#### Instructions for the task
Without the pictures, set down the records below word for word.
*** Begin section ***
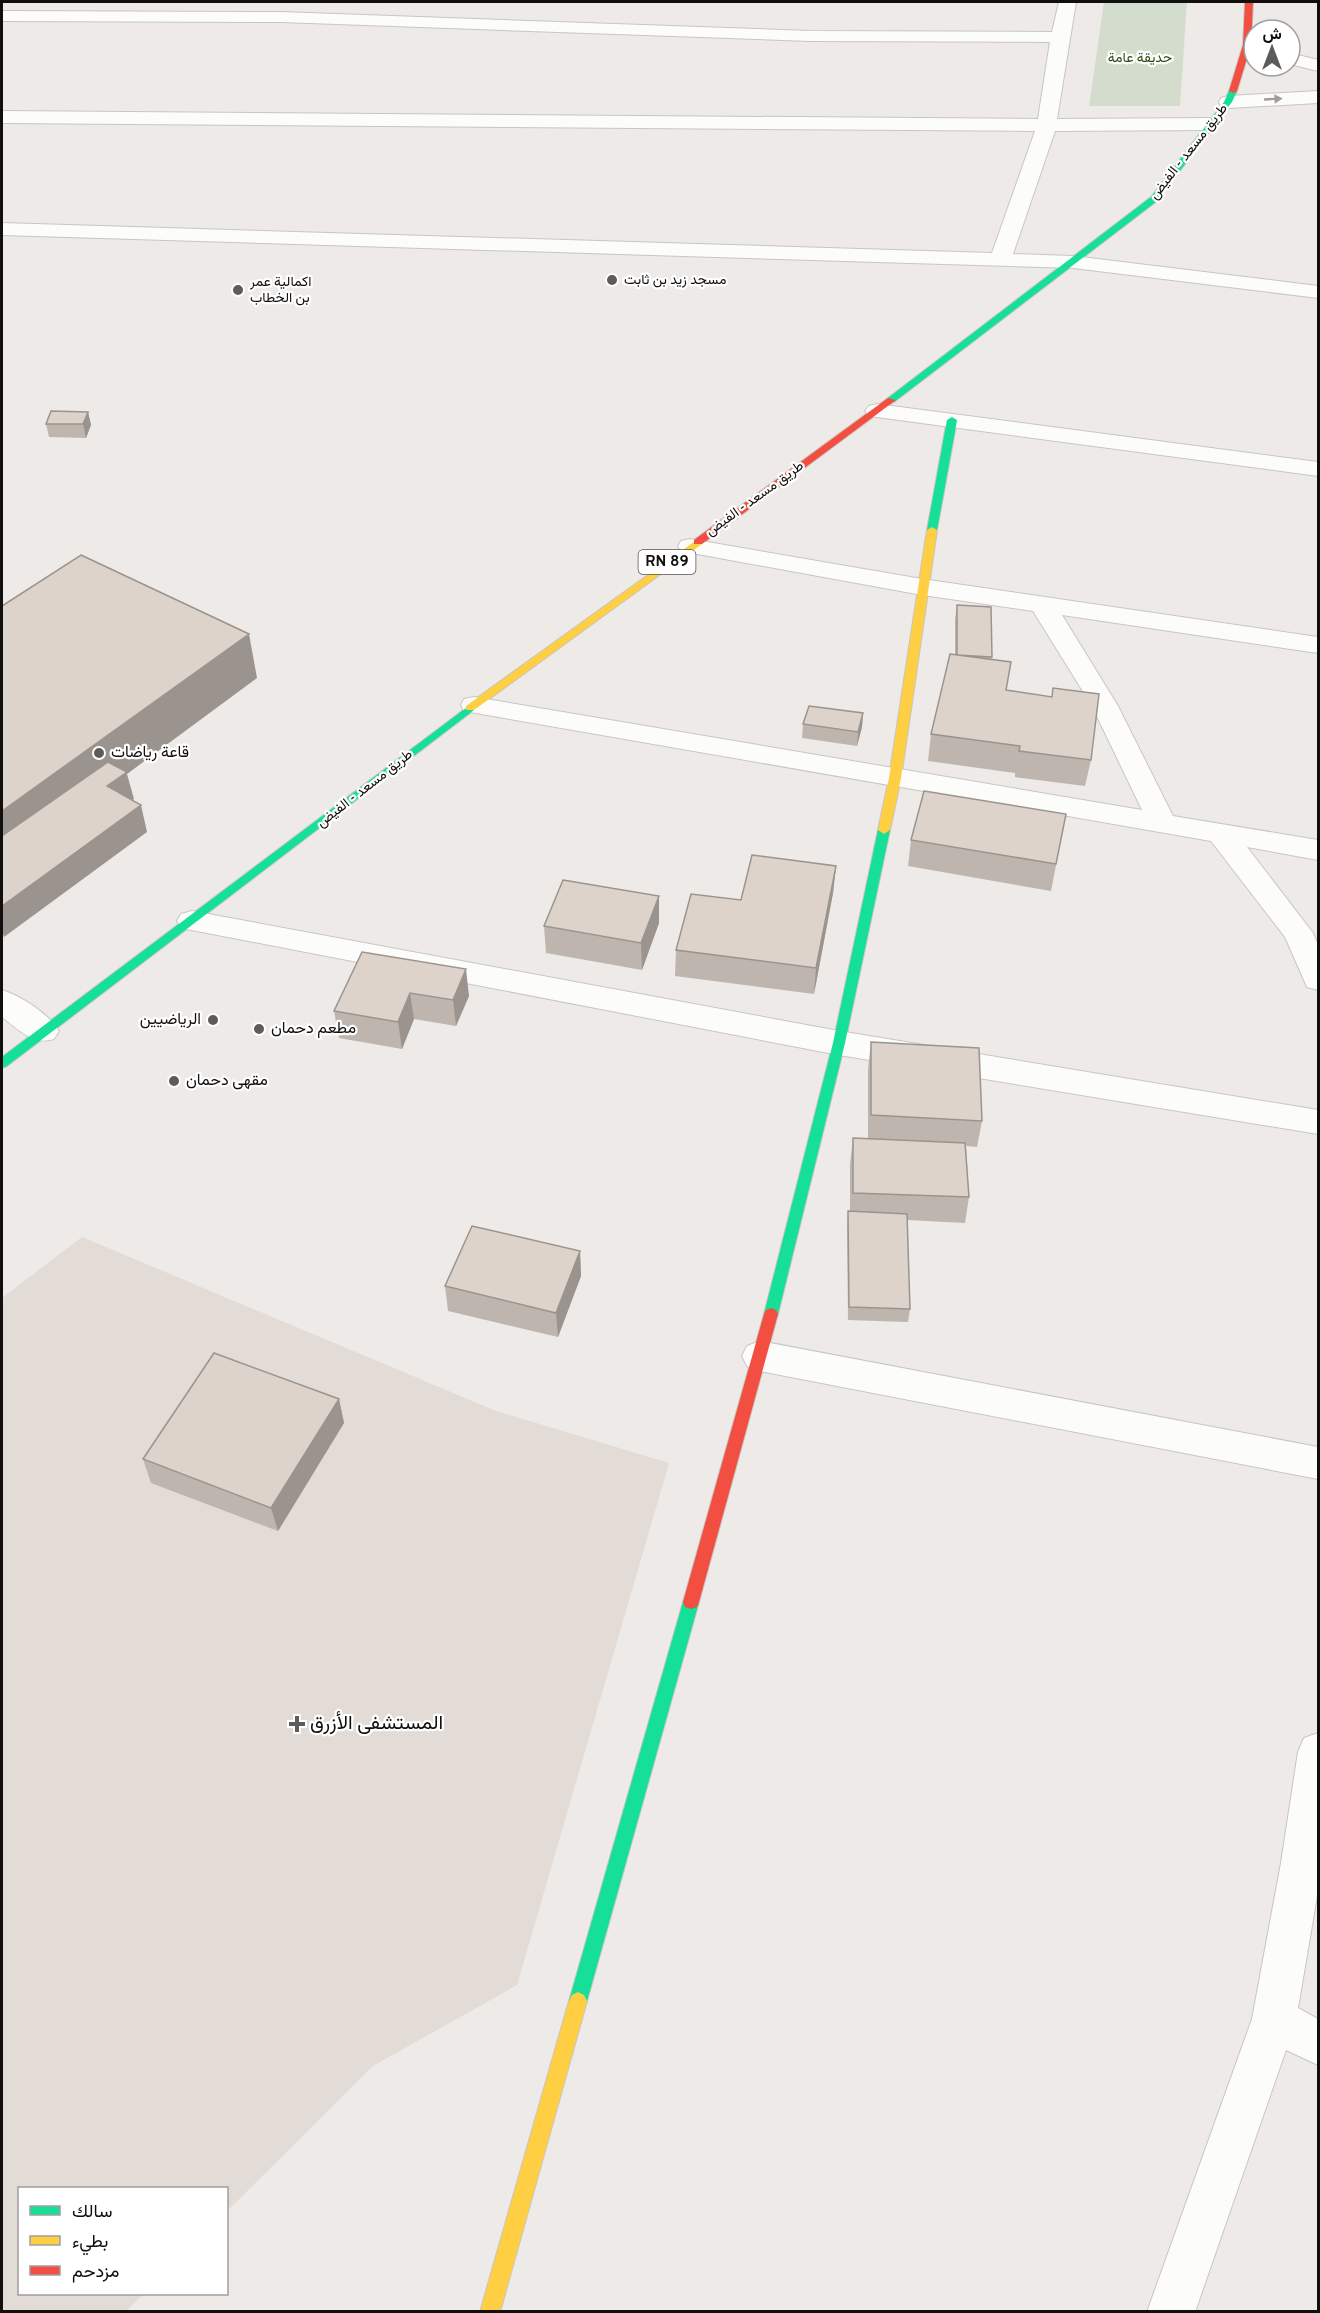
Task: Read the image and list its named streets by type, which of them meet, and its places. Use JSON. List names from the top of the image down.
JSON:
{
  "streets": {
    "main road": ["طريق مسعد - الفيض", "RN 89"]
  },
  "parks": ["حديقة عامة"],
  "places": {
    "other": [
      "مسجد زيد بن ثابت",
      "اكمالية عمر بن الخطاب",
      "قاعة رياضات",
      "الرياضيين",
      "مطعم دحمان",
      "مقهى دحمان"
    ],
    "health": ["المستشفى الأزرق"]
  },
  "legend": ["سالك", "بطيء", "مزدحم"],
  "north": "top"
}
*** End section ***
#### Written solution
Task: Read the image and list its named streets by type, which of them meet, and its places. Use JSON. List names from the top of the image down.
JSON:
{
  "streets": {
    "main road": ["طريق مسعد - الفيض", "RN 89"]
  },
  "parks": ["حديقة عامة"],
  "places": {
    "other": [
      "مسجد زيد بن ثابت",
      "اكمالية عمر بن الخطاب",
      "قاعة رياضات",
      "الرياضيين",
      "مطعم دحمان",
      "مقهى دحمان"
    ],
    "health": ["المستشفى الأزرق"]
  },
  "legend": ["سالك", "بطيء", "مزدحم"],
  "north": "top"
}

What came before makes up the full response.